Court Opinion

ID: 3269062
Source: CourtListenerOpinion
Date Created: 2016-07-05 16:37:28.126336+00
Date Added: 2024-06-11T13:47:54.774031
License: Public Domain

This is an action instituted by the State, on the relation of the Attorney General, against the appellant, Gilliland Oil Company, a foreign corporation doing business in this State, to enforce payment of franchise tax and penalty for nonpayment.
Appellant is a Delaware corporation, and is doing business in the State of Arkansas. Its capital stock is partly of par value of $100 per share and partly without par or face value, being what is termed nonpar value stock. Appellant complied with the statutes of the State in order to do business here, and filed its report for the year 1925 with the Railroad Commission. The Commission fixed and certified to the Auditor the franchise tax, in accordance with the statute (Acts 1923, p. 317), which provides, in relation to a corporation having stock without par value, that "for the purpose of the taxes or fees prescribed by law to be paid on the filing of any certificate or other paper relating to corporations and of franchise taxes prescribed by law to be paid by corporations to the State of Arkansas, but for no other purpose, such shares shall be taken to be of the par value of twenty-five dollars each." The statute fixing" the amount of the tax Crawford  Moses' Digest, 9804, as amended by Act of March 27, 1925, Acts 1925, p. 687) provides that all foreign corporations shall pay "for the privilege of exercising its franchise within this State, a tax of one-tenth of one per cent. each year upon the proportion of the issued and outstanding capital stock of the corporation used in Arkansas, as represented by property owned and business transacted in this State."

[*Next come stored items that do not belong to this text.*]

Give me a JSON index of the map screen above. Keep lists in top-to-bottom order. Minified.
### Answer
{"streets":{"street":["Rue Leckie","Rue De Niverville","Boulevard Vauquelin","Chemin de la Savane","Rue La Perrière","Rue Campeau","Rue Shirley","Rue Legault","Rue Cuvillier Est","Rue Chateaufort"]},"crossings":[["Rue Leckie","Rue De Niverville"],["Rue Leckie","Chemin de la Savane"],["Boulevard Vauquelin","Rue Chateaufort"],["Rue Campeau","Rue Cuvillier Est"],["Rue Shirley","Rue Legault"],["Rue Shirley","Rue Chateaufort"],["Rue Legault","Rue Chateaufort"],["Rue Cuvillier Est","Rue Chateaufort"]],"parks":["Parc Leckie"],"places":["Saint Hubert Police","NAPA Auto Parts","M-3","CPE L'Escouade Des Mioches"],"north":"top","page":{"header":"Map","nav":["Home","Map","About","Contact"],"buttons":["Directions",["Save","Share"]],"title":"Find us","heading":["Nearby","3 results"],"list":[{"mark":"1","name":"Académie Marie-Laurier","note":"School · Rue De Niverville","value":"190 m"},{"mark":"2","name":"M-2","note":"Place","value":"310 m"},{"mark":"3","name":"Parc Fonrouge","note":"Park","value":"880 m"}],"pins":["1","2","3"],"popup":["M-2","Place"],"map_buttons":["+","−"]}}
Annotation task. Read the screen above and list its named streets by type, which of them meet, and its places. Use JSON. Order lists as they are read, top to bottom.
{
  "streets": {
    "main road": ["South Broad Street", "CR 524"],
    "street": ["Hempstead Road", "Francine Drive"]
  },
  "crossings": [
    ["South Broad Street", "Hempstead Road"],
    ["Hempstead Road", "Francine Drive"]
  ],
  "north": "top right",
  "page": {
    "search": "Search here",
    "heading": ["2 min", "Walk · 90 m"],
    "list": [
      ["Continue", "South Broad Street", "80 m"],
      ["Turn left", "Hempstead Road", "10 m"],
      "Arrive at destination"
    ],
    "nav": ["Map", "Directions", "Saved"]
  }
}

Appellant protested the amount of the tax fixed by the Railroad Commission, and offered to pay the tax on *Page 417 
the proportion of the actual market value of its stock. The chancery court decided in favor of the State's contention, and rendered a decree for the amount of the tax certified by the Railroad Commission and the penalty therefor. An appeal has been prosecuted.
The question of the validity of the act of 1923, supra, fixing the taxable value of nonpar value stock, and the question of the application of that statute to foreign corporations, must be treated as foreclosed by the decision of this court in State v. Margay Oil Corporation,167 Ark. 614. That case is now pending in the Supreme Court of the United States on writ of error, but we adhere to our own decision and find no reason to recede from it, unless a later decision of the Supreme Court of the United States conflicts therewith.
It is also contended that the act of 1923, supra, has been repealed by the act of 1925. The contention is that the last-mentioned statute covers the whole subject completely and operates as a repeal by substitution, and that it also works a repeal for the reason that it is in conflict with the prior statute. We do not think that there has been a repeal upon either theory. The well-settled presumption against repeal by implication is not overcome by the substance of the later statute. Section 1 of the act of 1923, supra, quoted above, relates solely to the question of fixing, for taxation purposes, the value of nonpar value stock of any corporation, domestic or foreign. It is a separate and distinct subject, which is not covered by any prior statute or by the act of 1925, supra. The act of 1925 cannot be treated as a substitution, for it does not cover the whole subject. It merely amends certain specified sections of the Digest and repeals others, and those sections have no reference to the subject contained in the act of 1923. Nor is there any repugnant provision in the act of 1925, supra, for the reason that it does not deal with the question of fixing the value of nonpar value stock. Our conclusion is that there has been no repeal of that feature of the act of 1923, supra, relating to the value of nonpar stock, and that it is still *Page 418 
in force for the purpose of ascertaining the amount of franchise tax of corporations issuing that kind of stock.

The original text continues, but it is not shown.